São Paulo, 23 de
novembro de 2010
Depois
daquela noite com Clara, muitas coisas aconteceram na minha vida (ou
falta dela). Tive que fazer um intensivão para me tornar um vampiro
passável e, confesso não ter sido nada fácil. São muitos os
paradigmas que criamos enquanto mortais, são muitas as coisas que
temos de esquecer quando passamos para o “lado de cá”.
A
primeira coisa que tive de fazer, logo na noite seguinte, foi sair à
caça. Clara me explicou que sangue de animais não é uma boa fonte
de alimento e que eu não me parecia nenhum pouco com o Louis de
“Entrevista com o Vampiro”.
- Vamos
lá – ela disse – não é nenhum bicho de sete cabeças. As
pessoas tem uma atração especial por vampiros, principalmente em
alguns lugares específicos. Algumas chegam a nos procurar, caçam
uma oportunidade mesmo sem saber. Vou te levar a um lugar que você
irá amar, é como um gigantesco “Self Service”.
Clara
disse isso e saiu praticamente arrastando um cara confuso e com medo,
pelas ruas de São Paulo. Em um piscar de olhos estávamos na
Brigadeiro Luis Antonio, rumando para uma casa noturna que logo
identifiquei como sendo o Madame Satã. Entramos na fila e logo nos
misturamos com a multidão de seres pálidos, vestidos de preto.

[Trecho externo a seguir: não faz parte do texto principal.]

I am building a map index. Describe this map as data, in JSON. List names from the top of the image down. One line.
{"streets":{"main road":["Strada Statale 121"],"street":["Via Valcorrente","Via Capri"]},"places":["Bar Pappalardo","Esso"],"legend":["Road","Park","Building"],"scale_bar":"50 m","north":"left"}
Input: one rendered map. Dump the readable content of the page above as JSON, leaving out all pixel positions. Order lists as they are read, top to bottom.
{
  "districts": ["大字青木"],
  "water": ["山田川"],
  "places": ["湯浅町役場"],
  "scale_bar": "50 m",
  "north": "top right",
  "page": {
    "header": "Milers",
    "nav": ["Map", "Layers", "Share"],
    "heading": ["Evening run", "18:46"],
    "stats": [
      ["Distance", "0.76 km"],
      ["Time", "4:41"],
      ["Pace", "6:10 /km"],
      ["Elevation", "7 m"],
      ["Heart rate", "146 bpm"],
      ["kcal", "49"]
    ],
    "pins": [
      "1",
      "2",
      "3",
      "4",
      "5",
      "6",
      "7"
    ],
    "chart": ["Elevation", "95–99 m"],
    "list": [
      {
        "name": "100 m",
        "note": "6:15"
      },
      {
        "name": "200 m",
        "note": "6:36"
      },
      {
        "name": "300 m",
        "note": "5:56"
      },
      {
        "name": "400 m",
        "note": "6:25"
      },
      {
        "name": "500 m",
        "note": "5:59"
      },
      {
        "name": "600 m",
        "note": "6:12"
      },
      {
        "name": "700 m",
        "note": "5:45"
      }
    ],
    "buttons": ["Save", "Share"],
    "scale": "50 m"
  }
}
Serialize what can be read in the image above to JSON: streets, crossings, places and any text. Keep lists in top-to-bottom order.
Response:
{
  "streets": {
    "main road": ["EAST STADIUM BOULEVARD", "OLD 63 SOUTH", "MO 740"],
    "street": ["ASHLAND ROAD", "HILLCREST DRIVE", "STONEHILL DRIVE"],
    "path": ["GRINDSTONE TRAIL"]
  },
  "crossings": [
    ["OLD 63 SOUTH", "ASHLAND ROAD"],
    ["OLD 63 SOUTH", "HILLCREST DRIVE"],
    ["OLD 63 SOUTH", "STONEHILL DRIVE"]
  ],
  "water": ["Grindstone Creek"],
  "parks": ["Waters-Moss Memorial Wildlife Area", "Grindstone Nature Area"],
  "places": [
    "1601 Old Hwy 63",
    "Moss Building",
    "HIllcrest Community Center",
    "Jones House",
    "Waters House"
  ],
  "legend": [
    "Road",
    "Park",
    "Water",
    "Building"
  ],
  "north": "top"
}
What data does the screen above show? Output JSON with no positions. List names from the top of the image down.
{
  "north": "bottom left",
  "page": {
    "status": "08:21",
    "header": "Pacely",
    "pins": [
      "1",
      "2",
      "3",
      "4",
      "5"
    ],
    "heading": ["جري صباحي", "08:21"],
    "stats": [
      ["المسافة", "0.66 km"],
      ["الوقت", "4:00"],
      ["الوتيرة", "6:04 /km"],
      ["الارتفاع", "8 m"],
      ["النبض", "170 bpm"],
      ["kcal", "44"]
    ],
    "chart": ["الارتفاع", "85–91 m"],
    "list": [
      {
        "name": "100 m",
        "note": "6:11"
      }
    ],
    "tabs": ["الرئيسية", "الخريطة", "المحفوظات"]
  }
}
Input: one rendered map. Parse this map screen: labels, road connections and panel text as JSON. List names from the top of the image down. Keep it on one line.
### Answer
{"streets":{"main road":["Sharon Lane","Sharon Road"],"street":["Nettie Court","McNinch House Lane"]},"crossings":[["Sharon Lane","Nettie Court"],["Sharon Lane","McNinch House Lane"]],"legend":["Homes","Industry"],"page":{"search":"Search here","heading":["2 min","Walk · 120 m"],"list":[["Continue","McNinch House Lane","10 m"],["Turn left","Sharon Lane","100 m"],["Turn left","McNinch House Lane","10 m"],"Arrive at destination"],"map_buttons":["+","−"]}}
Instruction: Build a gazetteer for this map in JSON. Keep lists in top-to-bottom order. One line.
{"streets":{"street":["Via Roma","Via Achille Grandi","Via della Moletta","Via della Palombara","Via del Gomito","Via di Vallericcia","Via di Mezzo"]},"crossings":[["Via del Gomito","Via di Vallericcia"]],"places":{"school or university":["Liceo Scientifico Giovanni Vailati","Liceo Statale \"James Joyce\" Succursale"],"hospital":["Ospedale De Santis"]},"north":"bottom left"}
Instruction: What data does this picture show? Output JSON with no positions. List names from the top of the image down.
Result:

Clara olhava para mim e divertia-se com a minha apreensão. Eu
ali..parado, sem saber o que fazer. Sentindo uma aflição cada vez
maior, uma dor (sim..vampiros, mesmo mortos sentem coisas que parecem
ser dor) no estômago, uma loucura se instalando em minha mente. Meus
sentidos captavam a vida ao meu redor, meus olhos se fixavam nas
jugulares escondidas entre golas altas, os sons à minha volta
pareciam cada vez mais altos, eu estava a ponto de surtar quando ela
cochichou em meu ouvido: - Calma..tenha somente um pouco mais de
paciência que tudo vai acabar bem.
Eu
assenti com um leve movimento de cabeça..não conseguiria esboçar
nenhuma outra reação, parecia estar saindo fora de mim..era uma
loucura e eu não queria pirar logo ali..logo naquele momento. Fixei
meu pensamento..me esforcei para parecer um cara normal, fingi
respirar fundo, forcei um sorriso e continuei na fila que logo andou.
Finalmente
estávamos lá dentro. O ambiente era propício e convidativo.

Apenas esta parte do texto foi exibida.